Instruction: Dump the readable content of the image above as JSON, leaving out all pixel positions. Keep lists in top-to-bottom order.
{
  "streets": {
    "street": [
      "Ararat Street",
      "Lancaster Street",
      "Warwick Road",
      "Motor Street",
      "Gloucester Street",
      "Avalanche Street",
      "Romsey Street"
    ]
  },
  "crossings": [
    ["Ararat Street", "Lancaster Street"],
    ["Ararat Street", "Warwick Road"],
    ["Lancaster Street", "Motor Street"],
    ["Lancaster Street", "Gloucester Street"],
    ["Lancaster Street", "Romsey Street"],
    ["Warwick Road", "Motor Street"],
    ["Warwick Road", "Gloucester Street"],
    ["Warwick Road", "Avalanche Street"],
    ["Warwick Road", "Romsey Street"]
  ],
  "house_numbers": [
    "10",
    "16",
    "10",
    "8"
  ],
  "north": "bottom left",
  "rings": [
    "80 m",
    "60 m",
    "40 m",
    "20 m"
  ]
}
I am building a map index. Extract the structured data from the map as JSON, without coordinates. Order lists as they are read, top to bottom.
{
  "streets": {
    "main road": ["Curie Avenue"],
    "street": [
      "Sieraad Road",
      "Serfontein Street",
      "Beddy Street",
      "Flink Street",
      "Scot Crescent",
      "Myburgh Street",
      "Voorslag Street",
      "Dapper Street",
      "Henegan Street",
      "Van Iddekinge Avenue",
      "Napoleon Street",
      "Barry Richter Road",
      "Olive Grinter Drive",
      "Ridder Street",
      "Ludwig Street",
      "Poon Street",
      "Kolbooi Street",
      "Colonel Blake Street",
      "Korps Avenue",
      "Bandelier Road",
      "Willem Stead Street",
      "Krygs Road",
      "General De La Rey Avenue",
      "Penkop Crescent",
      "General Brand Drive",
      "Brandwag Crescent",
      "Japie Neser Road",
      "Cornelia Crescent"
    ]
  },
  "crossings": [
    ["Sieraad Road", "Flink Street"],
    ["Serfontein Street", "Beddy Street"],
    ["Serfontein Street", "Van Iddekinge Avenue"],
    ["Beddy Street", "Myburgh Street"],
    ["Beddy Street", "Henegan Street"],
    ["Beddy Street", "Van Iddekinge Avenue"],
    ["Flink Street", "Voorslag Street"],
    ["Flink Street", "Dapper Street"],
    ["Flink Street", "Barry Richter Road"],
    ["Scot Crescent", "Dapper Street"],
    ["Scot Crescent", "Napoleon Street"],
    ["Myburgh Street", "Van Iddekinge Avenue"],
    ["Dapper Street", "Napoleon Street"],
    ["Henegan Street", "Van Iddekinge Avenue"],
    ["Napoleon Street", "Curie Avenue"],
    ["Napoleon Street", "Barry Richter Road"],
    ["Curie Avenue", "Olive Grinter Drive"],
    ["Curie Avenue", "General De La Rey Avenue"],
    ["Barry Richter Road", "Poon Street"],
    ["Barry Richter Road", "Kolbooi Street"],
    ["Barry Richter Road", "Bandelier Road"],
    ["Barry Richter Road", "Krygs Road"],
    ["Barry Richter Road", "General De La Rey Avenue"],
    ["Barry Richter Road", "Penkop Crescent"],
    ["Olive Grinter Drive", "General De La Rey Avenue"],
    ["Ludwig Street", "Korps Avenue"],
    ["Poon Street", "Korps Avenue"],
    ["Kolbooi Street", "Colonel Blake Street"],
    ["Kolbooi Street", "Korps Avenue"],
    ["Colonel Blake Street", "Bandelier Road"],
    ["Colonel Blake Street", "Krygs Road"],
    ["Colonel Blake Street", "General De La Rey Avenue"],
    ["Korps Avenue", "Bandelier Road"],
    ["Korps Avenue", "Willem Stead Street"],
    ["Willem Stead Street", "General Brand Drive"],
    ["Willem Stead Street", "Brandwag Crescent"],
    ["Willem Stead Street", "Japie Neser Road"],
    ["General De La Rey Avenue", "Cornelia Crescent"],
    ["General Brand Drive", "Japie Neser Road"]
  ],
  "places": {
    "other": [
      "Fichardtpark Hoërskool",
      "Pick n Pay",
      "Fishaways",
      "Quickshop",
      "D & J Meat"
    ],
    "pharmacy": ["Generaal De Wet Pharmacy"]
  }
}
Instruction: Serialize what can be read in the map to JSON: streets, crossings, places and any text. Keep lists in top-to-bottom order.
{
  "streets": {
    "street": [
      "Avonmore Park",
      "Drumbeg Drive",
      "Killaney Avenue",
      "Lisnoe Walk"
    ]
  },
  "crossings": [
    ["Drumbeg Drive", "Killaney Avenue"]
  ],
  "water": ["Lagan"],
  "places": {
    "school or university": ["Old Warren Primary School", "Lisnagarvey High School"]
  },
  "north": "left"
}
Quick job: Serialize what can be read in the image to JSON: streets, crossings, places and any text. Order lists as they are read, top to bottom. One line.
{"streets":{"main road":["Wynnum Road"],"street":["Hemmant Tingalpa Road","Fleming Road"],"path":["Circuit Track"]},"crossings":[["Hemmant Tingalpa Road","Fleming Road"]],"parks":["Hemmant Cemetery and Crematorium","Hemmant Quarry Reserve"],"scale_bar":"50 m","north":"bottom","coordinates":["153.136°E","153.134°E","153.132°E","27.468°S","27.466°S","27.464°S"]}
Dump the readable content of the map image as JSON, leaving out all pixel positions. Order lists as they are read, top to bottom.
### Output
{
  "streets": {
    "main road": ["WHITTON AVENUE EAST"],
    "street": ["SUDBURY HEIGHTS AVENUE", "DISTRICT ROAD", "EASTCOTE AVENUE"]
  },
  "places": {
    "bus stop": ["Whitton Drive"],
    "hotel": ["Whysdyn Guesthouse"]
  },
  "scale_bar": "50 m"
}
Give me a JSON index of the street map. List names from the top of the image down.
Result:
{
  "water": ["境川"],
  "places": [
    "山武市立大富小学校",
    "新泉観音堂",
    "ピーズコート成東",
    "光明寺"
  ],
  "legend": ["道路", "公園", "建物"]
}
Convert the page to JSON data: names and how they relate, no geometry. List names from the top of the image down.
^^^^^^^^
What to work on » Write the number of lines in the data above that contain "down", adding no other words.

Solved exercise » 2